Antoine Orr is president of Plancorr Wealth Management LLC in Greenbelt, Maryland. A native of Edmonton, Canada, he worked at Waddell & Reed, MassMutual, and elsewhere before starting his own registered investment advisory firm. He is author of Inside the Huddle (Frostbite Publishing, 2009), a personal retirement planning guide. Instead of charging an ongoing management fee, he charges primarily by the service or by the hour. He spoke with RIJ this week:
“Among my clients, there’s about a 60/40 split between blacks and whites. I work with a lot of government employees—people who been have fastidious about putting over and above the match into their retirement accounts, who contribute as much as 10 or 15% of their pay. But I find that, regardless of background, some people are well prepared for retirement and others not so much. Even some of the doctors who come in are on both sides of that fence.
“I went to an Easter event a few days ago, and met an African-American guy, 55 years old, former military, who intends to retire in 10 years. He said, ‘I have $300,000 in my retirement account and I’ve been saving for 30 years. If I continue to put money in the stock market, will I have enough money to retire? Should I keep feeding this beast?’—meaning the stock market.
“My reaction: I focus on the tax-free end. Municipal bonds, cash value whole life, Roth IRAs. I show people how to pay down debt. Some folks are in pretty dire shape, although that’s few and far between. They might have been putting money in the wrong vehicles. But they had done what they were told to do. Now they want to find the best thing to do. They wonder where they can go to accomplish the same goal but without taking as much risk. Most of my clients are already dealing with a financial planner, but when they come to me, they hear a different version. That gets their attention.
“I tell them about the Triad of Doom: Debt, Taxes, and Inflation. I say, let’s do tax management, then debt, then insurance and savings, then retirement planning, then investments and risk. From a tax standpoint, I say, consider putting money into qualified plans. In retirement, you spend that down first, then move to the capital gains accounts, then spend down the last ladder of assets—the Roth IRA, the municipal bonds, and the cash value life insurance.
“In terms of investments, I say, Look at where insurance companies put their money.

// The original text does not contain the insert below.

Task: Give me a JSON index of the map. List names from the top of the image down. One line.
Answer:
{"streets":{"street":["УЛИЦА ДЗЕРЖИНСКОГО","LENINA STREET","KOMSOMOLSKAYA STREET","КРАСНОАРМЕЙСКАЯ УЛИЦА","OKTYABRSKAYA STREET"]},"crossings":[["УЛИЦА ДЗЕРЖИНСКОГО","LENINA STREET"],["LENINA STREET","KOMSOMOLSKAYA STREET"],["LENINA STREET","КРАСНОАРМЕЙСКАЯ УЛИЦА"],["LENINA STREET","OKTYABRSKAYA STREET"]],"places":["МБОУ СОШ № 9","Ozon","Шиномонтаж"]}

They put five or six percent into stocks and the rest into bonds. Why? Because they have future claims liabilities. The money has got to be there—so why take all that risk? If they say, but I’m investing for the long term, I ask, How long is long term? How long does it take for stocks to outperform all other asset classes? They usually say, 10 years. I say, Really? It actually takes in excess of 26 years. If your time horizon is less than 26 years, you’re not investing for the long term.
“Are African Americans distrustful of financial institutions? That’s across the board. Whether it goes back to the Freedman’s Bank and Frederick Douglass days, I don’t know. Look—at this point in time, we’ve all been sold a bill of goods. We’re told, buy a house, invest, and have good credit. But to buy a house you have to go into debt. To invest, you have to gamble, and to have good credit you have to have a history of gambling. That works fine for the high-net-worth people. They can ride the wave. But the average American can’t play that game. One hiccup and they’re done. They’re wiped out. So it’s up to us to use common sense. That would be my take.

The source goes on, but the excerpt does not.